▶ **Exercise description**
This task calls for copying each line below that contains "setLineDash".

▶ **Source material**

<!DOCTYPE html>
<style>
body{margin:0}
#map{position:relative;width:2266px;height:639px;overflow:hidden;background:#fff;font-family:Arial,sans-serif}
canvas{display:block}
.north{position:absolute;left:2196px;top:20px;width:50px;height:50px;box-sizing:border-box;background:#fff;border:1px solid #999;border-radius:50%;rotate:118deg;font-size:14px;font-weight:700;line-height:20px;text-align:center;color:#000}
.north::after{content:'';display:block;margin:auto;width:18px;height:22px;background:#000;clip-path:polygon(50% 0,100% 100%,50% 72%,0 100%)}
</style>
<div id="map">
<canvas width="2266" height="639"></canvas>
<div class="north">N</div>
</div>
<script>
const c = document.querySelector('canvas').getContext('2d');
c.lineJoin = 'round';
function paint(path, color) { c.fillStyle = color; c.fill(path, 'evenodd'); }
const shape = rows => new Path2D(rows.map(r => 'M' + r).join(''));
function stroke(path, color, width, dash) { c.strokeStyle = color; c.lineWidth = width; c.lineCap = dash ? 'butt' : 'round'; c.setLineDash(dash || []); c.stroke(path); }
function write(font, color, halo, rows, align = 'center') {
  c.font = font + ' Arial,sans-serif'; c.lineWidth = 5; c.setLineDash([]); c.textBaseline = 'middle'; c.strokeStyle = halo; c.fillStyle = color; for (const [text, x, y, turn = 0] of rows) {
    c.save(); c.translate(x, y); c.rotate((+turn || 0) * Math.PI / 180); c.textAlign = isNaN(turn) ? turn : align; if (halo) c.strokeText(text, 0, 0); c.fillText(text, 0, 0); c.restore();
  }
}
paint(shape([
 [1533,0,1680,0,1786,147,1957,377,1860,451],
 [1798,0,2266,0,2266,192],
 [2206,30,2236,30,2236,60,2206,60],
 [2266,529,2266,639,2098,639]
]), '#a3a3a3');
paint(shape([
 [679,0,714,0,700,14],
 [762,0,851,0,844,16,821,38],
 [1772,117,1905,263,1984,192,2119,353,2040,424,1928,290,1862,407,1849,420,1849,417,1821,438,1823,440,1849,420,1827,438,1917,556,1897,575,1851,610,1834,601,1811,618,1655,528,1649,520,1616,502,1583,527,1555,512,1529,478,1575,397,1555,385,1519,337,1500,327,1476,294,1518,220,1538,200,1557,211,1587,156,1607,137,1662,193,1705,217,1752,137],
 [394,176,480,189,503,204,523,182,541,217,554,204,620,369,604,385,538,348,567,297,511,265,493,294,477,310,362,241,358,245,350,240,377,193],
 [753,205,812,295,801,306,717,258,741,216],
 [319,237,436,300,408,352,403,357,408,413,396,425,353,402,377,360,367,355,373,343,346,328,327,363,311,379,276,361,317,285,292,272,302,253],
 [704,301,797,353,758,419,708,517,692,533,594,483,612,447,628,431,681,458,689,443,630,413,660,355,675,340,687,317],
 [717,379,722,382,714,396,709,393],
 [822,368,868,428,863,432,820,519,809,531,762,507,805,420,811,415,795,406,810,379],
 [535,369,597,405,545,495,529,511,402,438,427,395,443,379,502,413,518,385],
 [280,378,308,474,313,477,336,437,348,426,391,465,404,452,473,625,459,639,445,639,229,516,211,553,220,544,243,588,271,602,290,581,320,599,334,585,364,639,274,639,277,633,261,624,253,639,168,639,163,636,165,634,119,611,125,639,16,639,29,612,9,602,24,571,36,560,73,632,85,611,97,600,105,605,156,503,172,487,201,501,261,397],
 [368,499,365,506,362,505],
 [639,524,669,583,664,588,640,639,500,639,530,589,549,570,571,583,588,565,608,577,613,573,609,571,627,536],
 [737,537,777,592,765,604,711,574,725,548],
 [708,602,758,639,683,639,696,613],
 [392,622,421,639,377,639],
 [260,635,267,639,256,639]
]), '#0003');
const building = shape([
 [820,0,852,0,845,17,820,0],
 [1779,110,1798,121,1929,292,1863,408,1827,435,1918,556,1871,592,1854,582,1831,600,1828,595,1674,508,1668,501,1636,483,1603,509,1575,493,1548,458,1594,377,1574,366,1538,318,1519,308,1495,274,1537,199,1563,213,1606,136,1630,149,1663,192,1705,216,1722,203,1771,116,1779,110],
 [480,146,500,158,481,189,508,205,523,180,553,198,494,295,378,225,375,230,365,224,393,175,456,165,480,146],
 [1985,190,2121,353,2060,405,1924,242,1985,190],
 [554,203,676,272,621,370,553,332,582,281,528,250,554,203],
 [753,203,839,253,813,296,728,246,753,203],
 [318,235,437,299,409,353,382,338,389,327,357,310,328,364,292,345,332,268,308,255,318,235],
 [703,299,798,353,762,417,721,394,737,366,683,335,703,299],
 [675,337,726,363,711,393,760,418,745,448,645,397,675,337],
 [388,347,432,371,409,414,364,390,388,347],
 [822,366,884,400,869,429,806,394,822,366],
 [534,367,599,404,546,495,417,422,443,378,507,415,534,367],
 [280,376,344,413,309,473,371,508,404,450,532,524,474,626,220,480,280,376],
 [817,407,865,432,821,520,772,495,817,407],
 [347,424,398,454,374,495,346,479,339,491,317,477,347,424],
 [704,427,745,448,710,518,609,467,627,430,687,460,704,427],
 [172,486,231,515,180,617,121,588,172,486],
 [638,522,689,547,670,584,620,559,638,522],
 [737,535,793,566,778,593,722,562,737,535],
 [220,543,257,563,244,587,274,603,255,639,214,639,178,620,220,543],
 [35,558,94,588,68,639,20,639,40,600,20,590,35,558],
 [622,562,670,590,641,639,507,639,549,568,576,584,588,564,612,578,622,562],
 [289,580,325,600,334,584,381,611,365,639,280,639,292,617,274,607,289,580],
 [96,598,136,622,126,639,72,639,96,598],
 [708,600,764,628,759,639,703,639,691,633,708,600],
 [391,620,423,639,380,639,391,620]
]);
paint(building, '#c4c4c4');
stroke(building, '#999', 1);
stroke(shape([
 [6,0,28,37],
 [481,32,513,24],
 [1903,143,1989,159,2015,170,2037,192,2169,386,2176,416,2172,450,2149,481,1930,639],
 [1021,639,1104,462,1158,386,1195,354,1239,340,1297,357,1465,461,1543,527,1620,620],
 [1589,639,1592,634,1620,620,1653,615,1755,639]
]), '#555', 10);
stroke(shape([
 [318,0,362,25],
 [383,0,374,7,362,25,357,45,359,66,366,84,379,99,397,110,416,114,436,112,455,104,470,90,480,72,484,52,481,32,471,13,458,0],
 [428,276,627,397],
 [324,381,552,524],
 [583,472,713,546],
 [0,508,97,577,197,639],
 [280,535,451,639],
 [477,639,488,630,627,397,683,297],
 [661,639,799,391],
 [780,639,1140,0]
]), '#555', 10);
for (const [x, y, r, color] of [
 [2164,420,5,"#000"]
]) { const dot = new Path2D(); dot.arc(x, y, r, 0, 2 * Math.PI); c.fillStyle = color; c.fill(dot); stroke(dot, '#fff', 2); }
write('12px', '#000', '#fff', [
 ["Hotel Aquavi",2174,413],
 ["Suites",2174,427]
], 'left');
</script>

▶ **Exercise answer**
function stroke(path, color, width, dash) { c.strokeStyle = color; c.lineWidth = width; c.lineCap = dash ? 'butt' : 'round'; c.setLineDash(dash || []); c.stroke(path); }
  c.font = font + ' Arial,sans-serif'; c.lineWidth = 5; c.setLineDash([]); c.textBaseline = 'middle'; c.strokeStyle = halo; c.fillStyle = color; for (const [text, x, y, turn = 0] of rows) {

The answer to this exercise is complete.